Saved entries
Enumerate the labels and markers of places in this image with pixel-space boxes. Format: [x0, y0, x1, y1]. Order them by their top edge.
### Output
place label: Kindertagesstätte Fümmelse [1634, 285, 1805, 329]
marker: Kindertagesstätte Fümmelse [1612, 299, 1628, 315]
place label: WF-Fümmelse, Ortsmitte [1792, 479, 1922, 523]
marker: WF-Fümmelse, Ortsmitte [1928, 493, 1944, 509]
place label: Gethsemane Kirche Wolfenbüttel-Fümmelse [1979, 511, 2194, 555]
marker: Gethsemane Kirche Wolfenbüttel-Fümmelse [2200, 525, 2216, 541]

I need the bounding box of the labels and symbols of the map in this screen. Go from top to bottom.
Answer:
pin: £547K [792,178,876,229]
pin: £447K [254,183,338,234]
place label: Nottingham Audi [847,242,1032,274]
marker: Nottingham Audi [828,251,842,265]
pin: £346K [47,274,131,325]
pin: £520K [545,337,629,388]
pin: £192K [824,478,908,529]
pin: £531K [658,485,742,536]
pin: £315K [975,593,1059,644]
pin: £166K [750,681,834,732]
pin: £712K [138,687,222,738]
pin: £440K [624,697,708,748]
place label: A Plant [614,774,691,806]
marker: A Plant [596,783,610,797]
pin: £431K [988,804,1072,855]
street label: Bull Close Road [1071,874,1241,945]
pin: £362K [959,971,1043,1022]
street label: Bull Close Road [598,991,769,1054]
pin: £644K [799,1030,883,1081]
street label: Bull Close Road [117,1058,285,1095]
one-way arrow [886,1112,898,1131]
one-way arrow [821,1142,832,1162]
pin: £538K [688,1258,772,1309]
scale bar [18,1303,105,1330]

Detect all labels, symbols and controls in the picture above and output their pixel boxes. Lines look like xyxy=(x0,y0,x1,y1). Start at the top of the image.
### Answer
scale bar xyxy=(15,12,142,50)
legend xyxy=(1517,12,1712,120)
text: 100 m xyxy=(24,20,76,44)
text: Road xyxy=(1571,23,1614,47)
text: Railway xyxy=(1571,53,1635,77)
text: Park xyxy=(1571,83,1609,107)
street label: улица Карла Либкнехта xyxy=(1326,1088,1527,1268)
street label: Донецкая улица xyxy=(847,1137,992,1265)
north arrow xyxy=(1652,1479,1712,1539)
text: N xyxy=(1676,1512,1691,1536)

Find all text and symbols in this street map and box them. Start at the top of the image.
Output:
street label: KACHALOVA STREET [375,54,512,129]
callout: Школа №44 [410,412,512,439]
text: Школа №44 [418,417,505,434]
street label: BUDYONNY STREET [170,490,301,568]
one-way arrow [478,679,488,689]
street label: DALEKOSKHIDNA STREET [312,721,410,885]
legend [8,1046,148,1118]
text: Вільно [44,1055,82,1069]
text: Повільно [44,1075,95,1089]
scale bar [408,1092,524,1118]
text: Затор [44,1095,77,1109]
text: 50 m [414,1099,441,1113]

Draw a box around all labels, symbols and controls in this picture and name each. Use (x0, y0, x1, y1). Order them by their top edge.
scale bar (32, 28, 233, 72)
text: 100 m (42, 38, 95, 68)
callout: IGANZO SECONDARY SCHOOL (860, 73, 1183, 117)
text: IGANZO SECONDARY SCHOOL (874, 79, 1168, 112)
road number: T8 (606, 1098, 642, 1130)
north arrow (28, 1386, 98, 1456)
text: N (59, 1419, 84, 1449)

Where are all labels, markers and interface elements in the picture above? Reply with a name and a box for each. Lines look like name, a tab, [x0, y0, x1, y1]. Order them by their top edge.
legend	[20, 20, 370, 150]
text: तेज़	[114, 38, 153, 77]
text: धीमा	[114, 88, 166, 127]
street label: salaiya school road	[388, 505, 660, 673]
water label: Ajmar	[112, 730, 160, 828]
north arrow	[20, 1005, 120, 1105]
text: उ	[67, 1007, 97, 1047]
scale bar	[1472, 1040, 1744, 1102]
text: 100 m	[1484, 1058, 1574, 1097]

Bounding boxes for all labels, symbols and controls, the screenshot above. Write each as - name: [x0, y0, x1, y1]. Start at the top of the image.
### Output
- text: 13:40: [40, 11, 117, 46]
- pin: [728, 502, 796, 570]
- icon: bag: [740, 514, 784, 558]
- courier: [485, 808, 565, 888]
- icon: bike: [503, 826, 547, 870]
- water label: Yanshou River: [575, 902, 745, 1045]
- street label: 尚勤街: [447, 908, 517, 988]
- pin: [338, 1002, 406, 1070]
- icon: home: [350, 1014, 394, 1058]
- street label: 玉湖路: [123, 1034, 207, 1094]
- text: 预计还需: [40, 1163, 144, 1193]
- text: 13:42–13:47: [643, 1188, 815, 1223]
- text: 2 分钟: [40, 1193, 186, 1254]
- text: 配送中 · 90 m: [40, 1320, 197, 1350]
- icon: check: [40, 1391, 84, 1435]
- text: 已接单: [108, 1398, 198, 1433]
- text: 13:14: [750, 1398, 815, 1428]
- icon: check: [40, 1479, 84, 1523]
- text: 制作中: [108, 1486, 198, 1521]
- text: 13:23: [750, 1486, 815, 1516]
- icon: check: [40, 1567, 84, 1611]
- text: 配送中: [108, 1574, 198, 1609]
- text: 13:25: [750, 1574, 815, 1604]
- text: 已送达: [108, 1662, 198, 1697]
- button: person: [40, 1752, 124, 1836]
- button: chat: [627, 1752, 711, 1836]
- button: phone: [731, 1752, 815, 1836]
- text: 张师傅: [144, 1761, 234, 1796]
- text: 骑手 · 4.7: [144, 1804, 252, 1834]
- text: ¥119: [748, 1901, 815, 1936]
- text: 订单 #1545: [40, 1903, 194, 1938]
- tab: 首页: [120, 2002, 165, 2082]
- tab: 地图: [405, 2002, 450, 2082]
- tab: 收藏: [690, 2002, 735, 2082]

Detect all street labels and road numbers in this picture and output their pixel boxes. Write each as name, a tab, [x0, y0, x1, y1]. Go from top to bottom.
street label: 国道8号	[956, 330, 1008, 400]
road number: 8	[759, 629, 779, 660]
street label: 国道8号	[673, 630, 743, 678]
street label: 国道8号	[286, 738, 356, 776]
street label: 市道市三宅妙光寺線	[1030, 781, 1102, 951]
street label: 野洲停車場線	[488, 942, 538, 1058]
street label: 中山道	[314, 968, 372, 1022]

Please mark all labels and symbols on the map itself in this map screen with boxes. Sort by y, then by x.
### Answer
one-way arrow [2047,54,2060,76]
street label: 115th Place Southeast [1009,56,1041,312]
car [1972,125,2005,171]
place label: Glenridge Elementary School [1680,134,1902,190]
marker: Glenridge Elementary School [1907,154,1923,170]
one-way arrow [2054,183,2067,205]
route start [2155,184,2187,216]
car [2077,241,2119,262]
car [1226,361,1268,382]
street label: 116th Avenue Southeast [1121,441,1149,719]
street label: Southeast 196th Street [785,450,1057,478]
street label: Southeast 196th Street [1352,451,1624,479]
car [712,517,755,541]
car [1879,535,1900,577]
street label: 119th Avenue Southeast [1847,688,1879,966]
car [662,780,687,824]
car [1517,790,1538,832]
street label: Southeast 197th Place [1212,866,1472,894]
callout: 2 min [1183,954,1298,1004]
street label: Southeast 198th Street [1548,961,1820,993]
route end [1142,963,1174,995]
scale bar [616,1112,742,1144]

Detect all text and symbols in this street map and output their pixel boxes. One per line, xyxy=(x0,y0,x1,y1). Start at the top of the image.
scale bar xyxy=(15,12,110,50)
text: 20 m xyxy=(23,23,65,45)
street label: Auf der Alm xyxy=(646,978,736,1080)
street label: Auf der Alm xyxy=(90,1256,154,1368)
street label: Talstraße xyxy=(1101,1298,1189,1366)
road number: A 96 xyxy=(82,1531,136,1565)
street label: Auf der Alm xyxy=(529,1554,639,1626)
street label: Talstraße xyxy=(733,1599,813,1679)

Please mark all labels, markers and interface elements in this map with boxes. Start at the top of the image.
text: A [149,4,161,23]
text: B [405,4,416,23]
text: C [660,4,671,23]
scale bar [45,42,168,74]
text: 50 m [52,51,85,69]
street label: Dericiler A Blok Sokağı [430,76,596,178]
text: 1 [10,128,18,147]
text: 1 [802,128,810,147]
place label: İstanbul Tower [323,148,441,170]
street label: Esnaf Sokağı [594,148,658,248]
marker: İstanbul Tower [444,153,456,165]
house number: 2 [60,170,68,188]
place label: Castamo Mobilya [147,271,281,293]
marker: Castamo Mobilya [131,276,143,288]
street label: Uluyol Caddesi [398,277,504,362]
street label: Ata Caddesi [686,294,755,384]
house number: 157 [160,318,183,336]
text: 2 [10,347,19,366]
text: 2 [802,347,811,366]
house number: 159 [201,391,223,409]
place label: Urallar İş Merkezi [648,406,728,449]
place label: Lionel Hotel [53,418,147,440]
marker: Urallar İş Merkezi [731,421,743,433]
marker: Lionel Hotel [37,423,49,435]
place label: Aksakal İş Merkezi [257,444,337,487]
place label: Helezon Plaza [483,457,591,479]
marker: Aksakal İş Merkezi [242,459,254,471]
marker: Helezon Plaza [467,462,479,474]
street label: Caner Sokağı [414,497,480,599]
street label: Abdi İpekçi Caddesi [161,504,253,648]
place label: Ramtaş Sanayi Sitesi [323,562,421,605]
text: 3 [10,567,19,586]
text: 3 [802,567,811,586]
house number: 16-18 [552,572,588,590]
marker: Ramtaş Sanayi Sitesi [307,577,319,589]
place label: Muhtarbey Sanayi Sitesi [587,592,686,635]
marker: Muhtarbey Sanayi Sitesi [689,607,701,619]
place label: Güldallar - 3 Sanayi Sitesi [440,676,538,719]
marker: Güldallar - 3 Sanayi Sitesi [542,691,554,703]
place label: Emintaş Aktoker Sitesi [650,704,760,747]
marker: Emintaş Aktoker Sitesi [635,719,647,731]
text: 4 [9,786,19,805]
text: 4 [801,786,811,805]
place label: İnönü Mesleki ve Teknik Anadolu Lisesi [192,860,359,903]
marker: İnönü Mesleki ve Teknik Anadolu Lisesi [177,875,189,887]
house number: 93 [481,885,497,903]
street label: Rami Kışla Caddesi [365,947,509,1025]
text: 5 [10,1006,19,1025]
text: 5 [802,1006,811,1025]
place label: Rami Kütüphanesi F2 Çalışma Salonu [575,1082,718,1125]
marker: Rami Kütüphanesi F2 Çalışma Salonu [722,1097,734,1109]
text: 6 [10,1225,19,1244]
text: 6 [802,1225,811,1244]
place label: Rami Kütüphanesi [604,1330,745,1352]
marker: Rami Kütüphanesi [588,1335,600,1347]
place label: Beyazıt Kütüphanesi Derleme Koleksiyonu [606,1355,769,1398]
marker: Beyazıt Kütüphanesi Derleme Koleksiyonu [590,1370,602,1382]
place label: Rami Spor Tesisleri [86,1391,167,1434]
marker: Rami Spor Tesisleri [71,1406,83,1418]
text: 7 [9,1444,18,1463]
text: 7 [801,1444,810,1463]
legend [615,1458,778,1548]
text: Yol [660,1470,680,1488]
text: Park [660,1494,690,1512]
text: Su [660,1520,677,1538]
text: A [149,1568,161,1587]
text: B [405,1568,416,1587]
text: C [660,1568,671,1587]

▶ **Task instructions**:
Each line from the beginning of the entries to the line with "I need the bounding" must be repeated exactly, with both end lines kept and no other lines given.

▶ **Answer box**:
Enumerate the labels and markers of places in this image with pixel-space boxes. Format: [x0, y0, x1, y1]. Order them by their top edge.
### Output
place label: Kindertagesstätte Fümmelse [1634, 285, 1805, 329]
marker: Kindertagesstätte Fümmelse [1612, 299, 1628, 315]
place label: WF-Fümmelse, Ortsmitte [1792, 479, 1922, 523]
marker: WF-Fümmelse, Ortsmitte [1928, 493, 1944, 509]
place label: Gethsemane Kirche Wolfenbüttel-Fümmelse [1979, 511, 2194, 555]
marker: Gethsemane Kirche Wolfenbüttel-Fümmelse [2200, 525, 2216, 541]

I need the bounding box of the labels and symbols of the map in this screen. Go from top to bottom.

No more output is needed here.